[REVIEW][PATCH 0/6] Wrapping up the vfs support for unprivileged mounts

Dave Chinner david at fromorbit.com
Tue May 29 22:17:10 UTC 2018

On Tue, May 29, 2018 at 08:12:28AM -0500, Eric W. Biederman wrote:
> Dave Chinner <david at fromorbit.com> writes:
> > On Thu, May 24, 2018 at 06:23:30PM -0500, Eric W. Biederman wrote:
> >> "Theodore Y. Ts'o" <tytso at mit.edu> writes:
> >> 
> >> > On Wed, May 23, 2018 at 06:22:56PM -0500, Eric W. Biederman wrote:
> >> >> 
> >> >> Very slowly the work has been progressing to ensure the vfs has the
> >> >> necessary support for mounting filesystems without privilege.
> >> >
> >> > What's the thinking behind how system administrators and/or file
> >> > systems would configure whether or not a particular file system type
> >> > will be allowed to be mounted w/o privilege?
> >> 
> >> The mechanism is .fs_flags in file_system_type.   If the FS_USERNS_MOUNT
> >> flag is set then root in a user namespace (AKA an unprivileged user)
> >> will be allowed to mount to mount the filesystem.
> >> 
> >> There are very real concerns about attacking a filesystem with an
> >> invalid filesystem image, or by a malicious protocol speaker.  So I
> >> don't want to enable anything without the file system maintainers
> >> consent and without a reasonable expecation that neither a system wide
> >> denial of service attack nor a privilege escalation attack is possible
> >> from if the filesystem is enabled.
> >> 
> >> So at a practical level what we have in the vfs is the non-fuse specific
> >> bits that enable unprivileged mounts of fuse.  Things like handling
> >> of unmapped uid and gids, how normally trusted xattrs are dealt with,
> >> etc.
> >> 
> >> A big practical one for me is that if either the uid or gid is not
> >> mapped the vfs avoids writing to the inode.
> >> 
> >> Right now my practical goal is to be able to say: "Go run your
> >> filesystem in userspace with fuse if you want stronger security
> >> guarantees."  I think that will be enough to make removable media
> >> reasonably safe from privilege escalation attacks.
> >> 
> >> There is enough code in most filesystems that I don't know what our
> >> chances of locking down very many of them are.  But I figure a few more
> >> of them are possible.
> >
> > I'm not sure we need to - fusefs-lkl gives users the ability to
> > mount any of the kernel filesystems via fuse without us needing to
> > support unprivileged kernel mounts for those filesystems.
> Maybe.
> That certainly seems like a good proof of concept for running
> ordinary filesystems with fuse.  If we are going to rely on it
> someone probably needs to do the work to merge arch/lkl into the
> main tree.  My quick look suggests that the lkl port lags behind
> a little bit and has just made it to 4.16.

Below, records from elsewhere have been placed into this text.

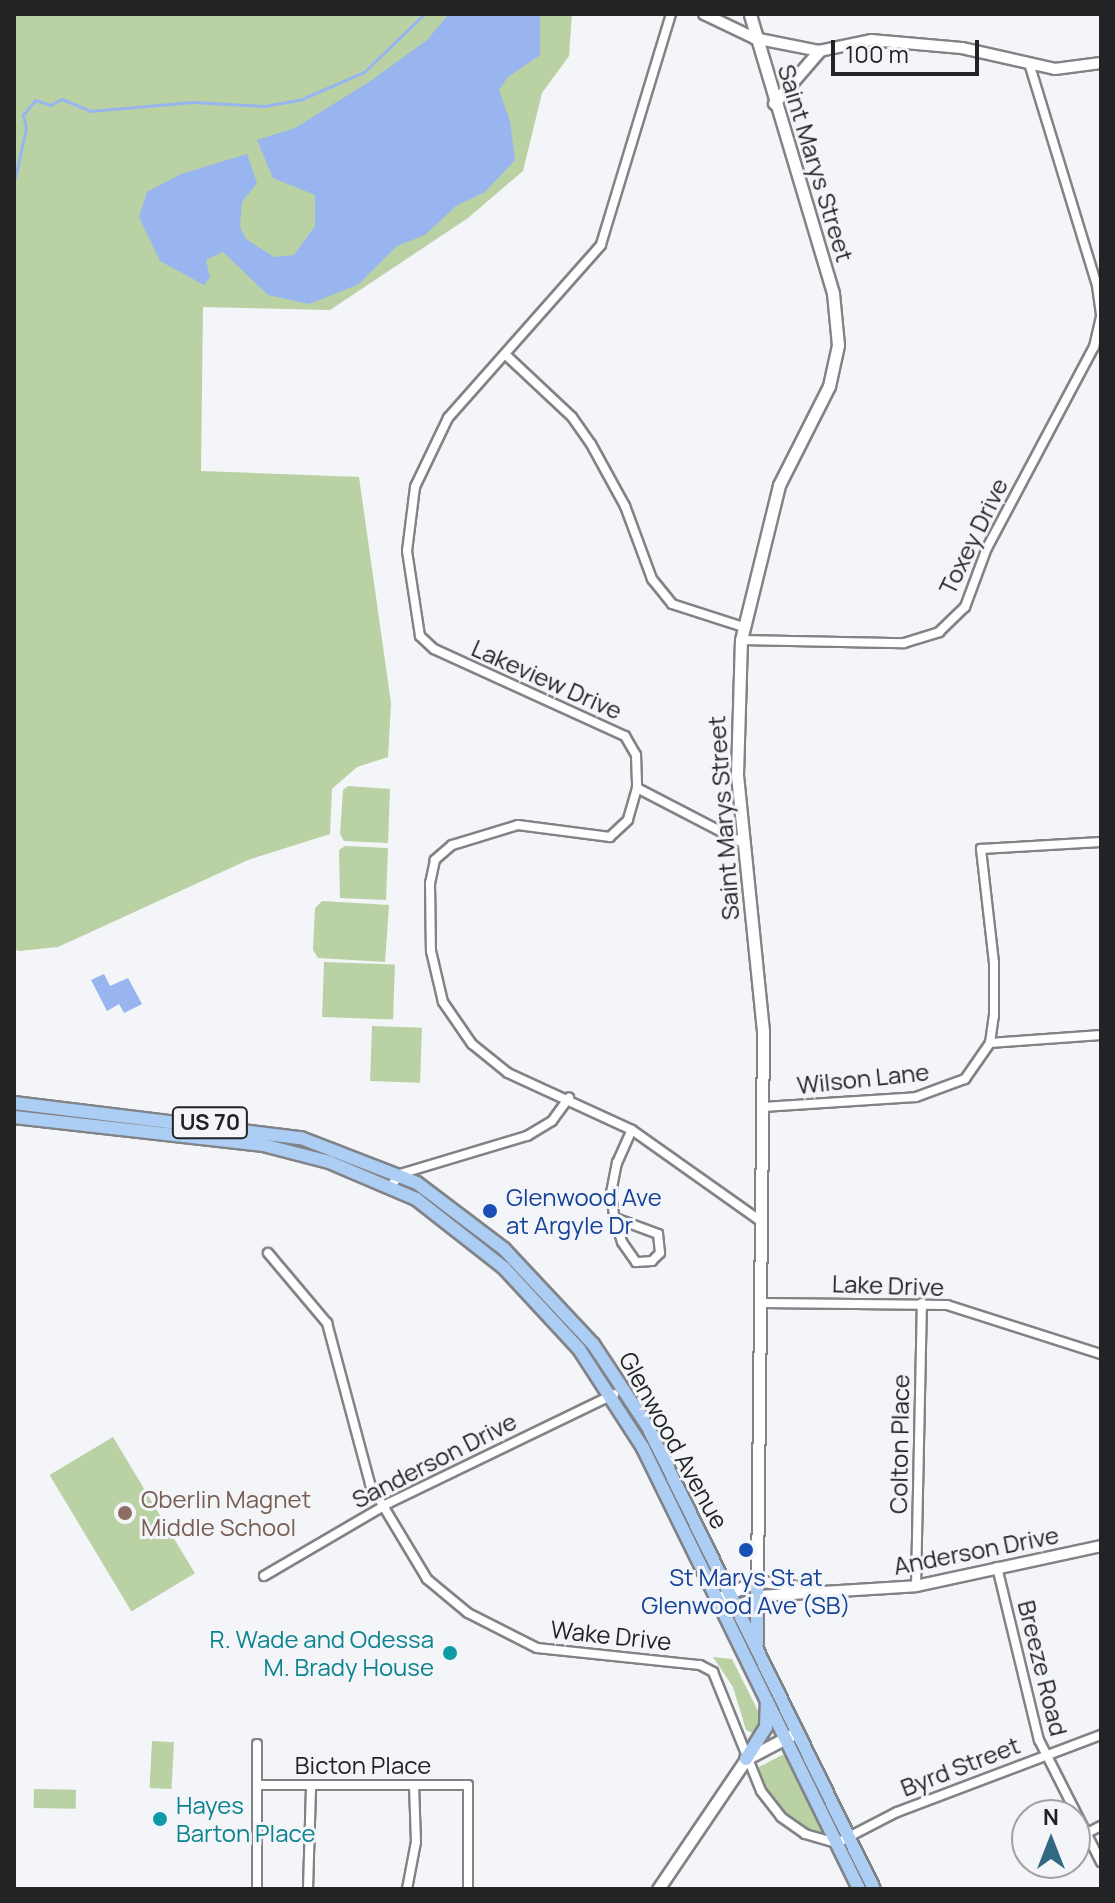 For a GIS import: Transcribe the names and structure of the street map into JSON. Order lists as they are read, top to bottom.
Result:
{
  "streets": {
    "main road": ["Saint Marys Street", "US 70", "Glenwood Avenue"],
    "street": [
      "Toxey Drive",
      "Lakeview Drive",
      "Wilson Lane",
      "Lake Drive",
      "Colton Place",
      "Sanderson Drive",
      "Anderson Drive",
      "Wake Drive",
      "Breeze Road",
      "Bicton Place",
      "Byrd Street"
    ]
  },
  "crossings": [
    ["Saint Marys Street", "Toxey Drive"],
    ["Saint Marys Street", "Lakeview Drive"],
    ["Saint Marys Street", "Wilson Lane"],
    ["Saint Marys Street", "Lake Drive"],
    ["Saint Marys Street", "Anderson Drive"],
    ["Toxey Drive", "Lakeview Drive"],
    ["Lake Drive", "Colton Place"],
    ["Glenwood Avenue", "Sanderson Drive"],
    ["Glenwood Avenue", "Wake Drive"],
    ["Glenwood Avenue", "Byrd Street"],
    ["Colton Place", "Anderson Drive"],
    ["Sanderson Drive", "Wake Drive"],
    ["Anderson Drive", "Breeze Road"],
    ["Wake Drive", "Byrd Street"],
    ["Breeze Road", "Byrd Street"]
  ],
  "places": [
    "Glenwood Ave at Argyle Dr",
    "Oberlin Magnet Middle School",
    "St Marys St at Glenwood Ave (SB)",
    "R. Wade and Odessa M. Brady House",
    "Hayes Barton Place"
  ],
  "scale_bar": "100 m",
  "north": "top"
}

Yeah, the are some fairly big process and policy things that need
to be decided here. Not just at the kernel level, but at distro and
app infrastructure level too.

I was originally sceptical of supporting kernel filesystems via lkl,
but the desire for unprivileged mounts has not gone away and so I'm
less worried about accessing filesystems that way than I am of
letting the kernel parse untrusted images from untrusted users...

I'm not sure what the correct forum for this is - wasn't this
something the Plumbers conference was supposed to facilitate?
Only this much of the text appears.